## Record extracts:
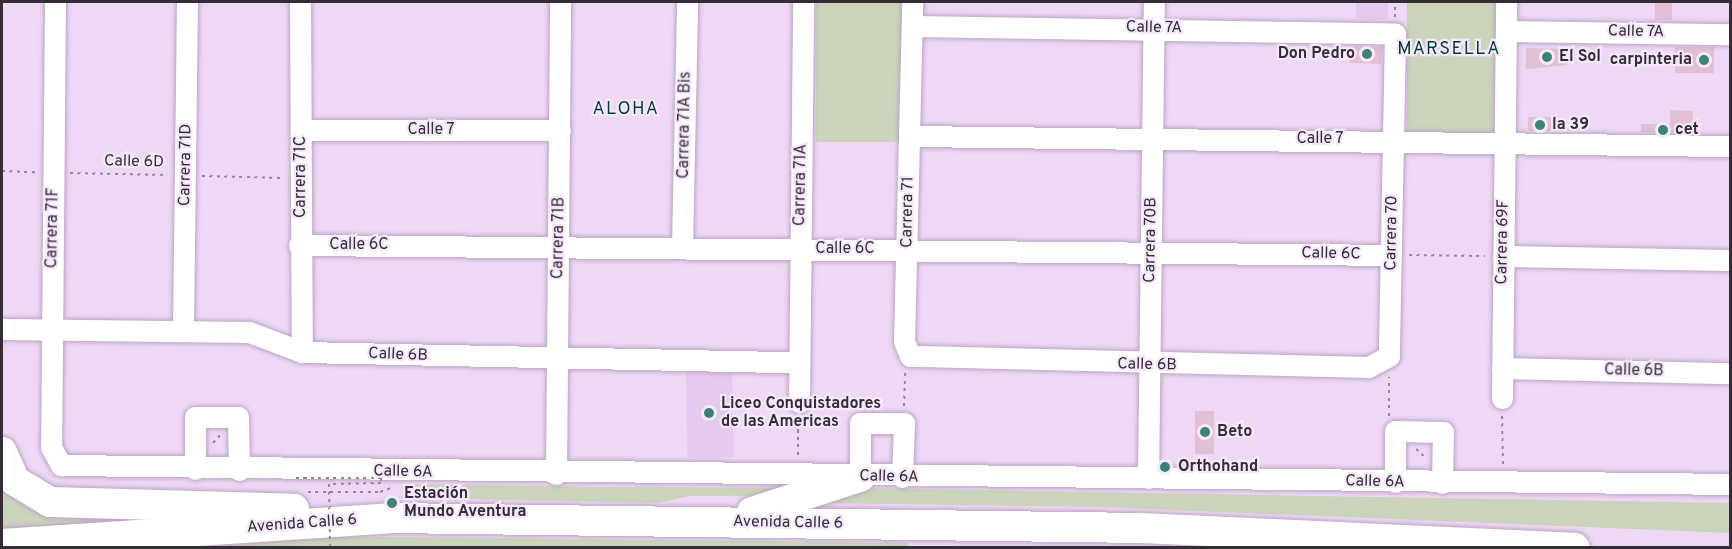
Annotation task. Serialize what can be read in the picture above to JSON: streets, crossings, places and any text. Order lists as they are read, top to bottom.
{
  "streets": {
    "highway": ["Avenida Calle 6"],
    "street": [
      "Calle 7A",
      "Carrera 71A Bis",
      "Calle 7",
      "Carrera 71D",
      "Carrera 71C",
      "Carrera 71A",
      "Carrera 71",
      "Carrera 71F",
      "Carrera 70",
      "Carrera 71B",
      "Carrera 70B",
      "Carrera 69F",
      "Calle 6C",
      "Calle 6B",
      "Calle 6A"
    ],
    "path": ["Calle 6D"]
  },
  "crossings": [
    ["Calle 7A", "Carrera 71"],
    ["Calle 7A", "Carrera 70"],
    ["Calle 7A", "Carrera 70B"],
    ["Calle 7A", "Carrera 69F"],
    ["Carrera 71A Bis", "Calle 6C"],
    ["Calle 7", "Carrera 71C"],
    ["Calle 7", "Carrera 71"],
    ["Calle 7", "Carrera 70"],
    ["Calle 7", "Carrera 71B"],
    ["Calle 7", "Carrera 70B"],
    ["Calle 7", "Carrera 69F"],
    ["Calle 6D", "Carrera 71D"],
    ["Calle 6D", "Carrera 71C"],
    ["Calle 6D", "Carrera 71F"],
    ["Carrera 71D", "Calle 6B"],
    ["Carrera 71C", "Calle 6C"],
    ["Carrera 71C", "Calle 6B"],
    ["Carrera 71A", "Calle 6C"],
    ["Carrera 71A", "Calle 6B"],
    ["Carrera 71", "Calle 6C"],
    ["Carrera 71", "Calle 6B"],
    ["Carrera 71F", "Calle 6B"],
    ["Carrera 71F", "Calle 6A"],
    ["Carrera 70", "Calle 6C"],
    ["Carrera 70", "Calle 6B"],
    ["Carrera 71B", "Calle 6C"],
    ["Carrera 71B", "Calle 6B"],
    ["Carrera 71B", "Calle 6A"],
    ["Carrera 70B", "Calle 6C"],
    ["Carrera 70B", "Calle 6B"],
    ["Carrera 70B", "Calle 6A"],
    ["Carrera 69F", "Calle 6B"]
  ],
  "districts": ["MARSELLA", "ALOHA"],
  "places": [
    "Don Pedro",
    "El Sol",
    "carpinteria",
    "la 39",
    "cet",
    "Liceo Conquistadores de las Americas",
    "Beto",
    "Orthohand",
    "Estación Mundo Aventura"
  ]
}
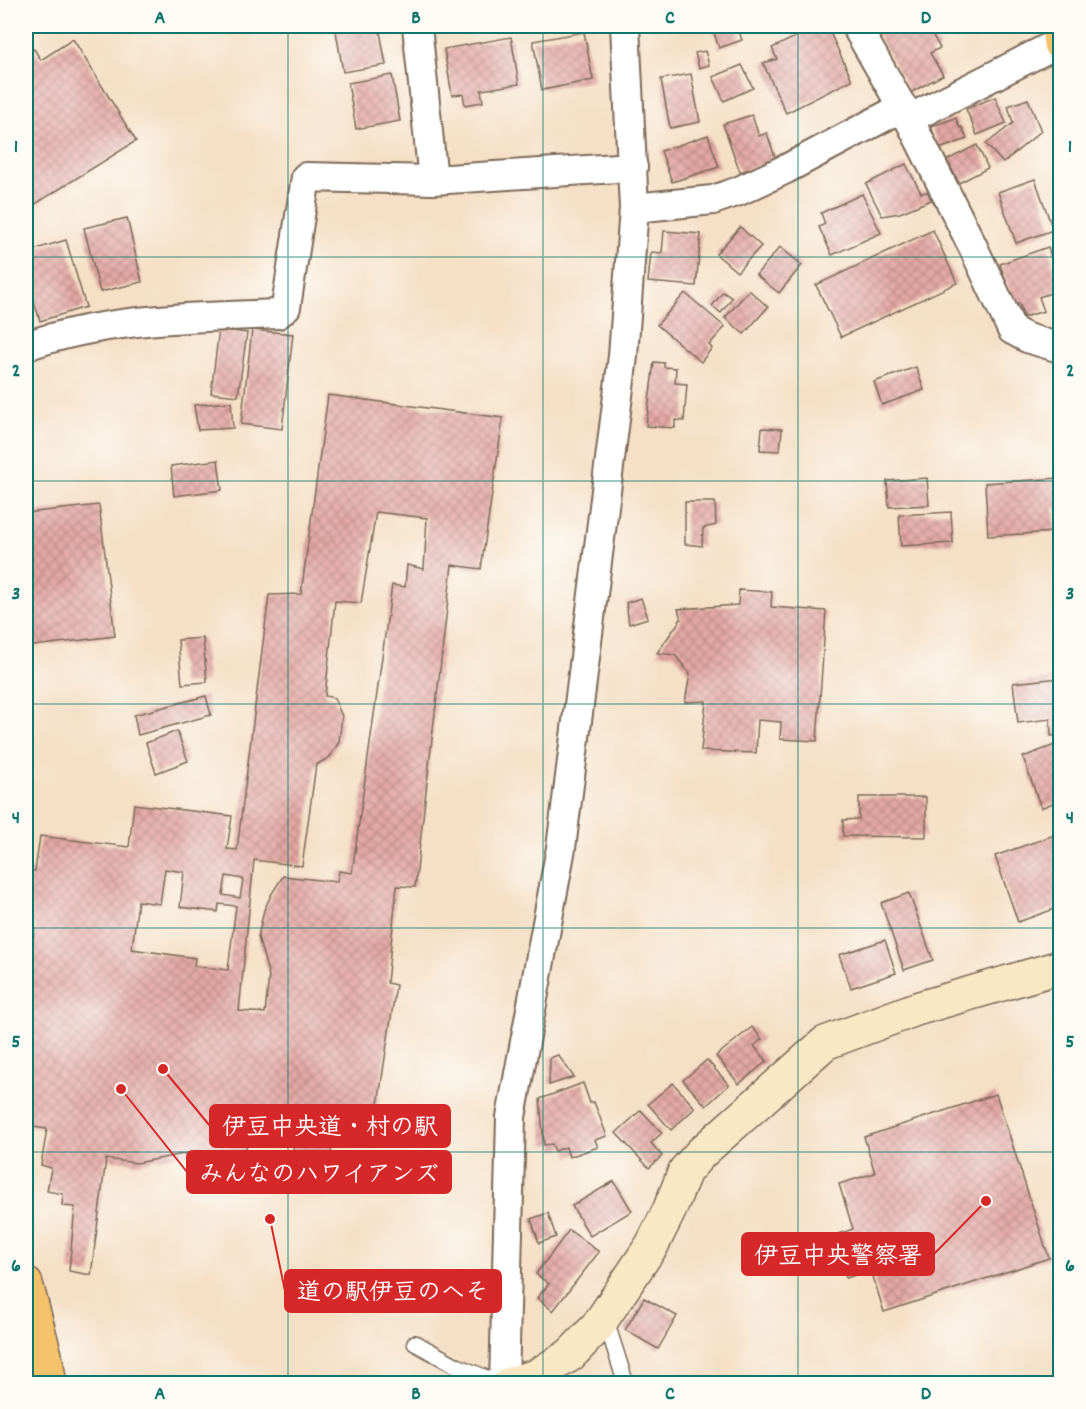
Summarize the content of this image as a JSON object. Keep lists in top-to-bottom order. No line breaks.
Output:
{"places":["伊豆中央道・村の駅","みんなのハワイアンズ","伊豆中央警察署","道の駅伊豆のへそ"],"grid":{"columns":["A","B","C","D"],"rows":["1","2","3","4","5","6"]}}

## Task objective:
Begin with the line containing "Summarize the content" and repeat each line exactly until the records above end.

## Output of the task:
Summarize the content of this image as a JSON object. Keep lists in top-to-bottom order. No line breaks.
Output:
{"places":["伊豆中央道・村の駅","みんなのハワイアンズ","伊豆中央警察署","道の駅伊豆のへそ"],"grid":{"columns":["A","B","C","D"],"rows":["1","2","3","4","5","6"]}}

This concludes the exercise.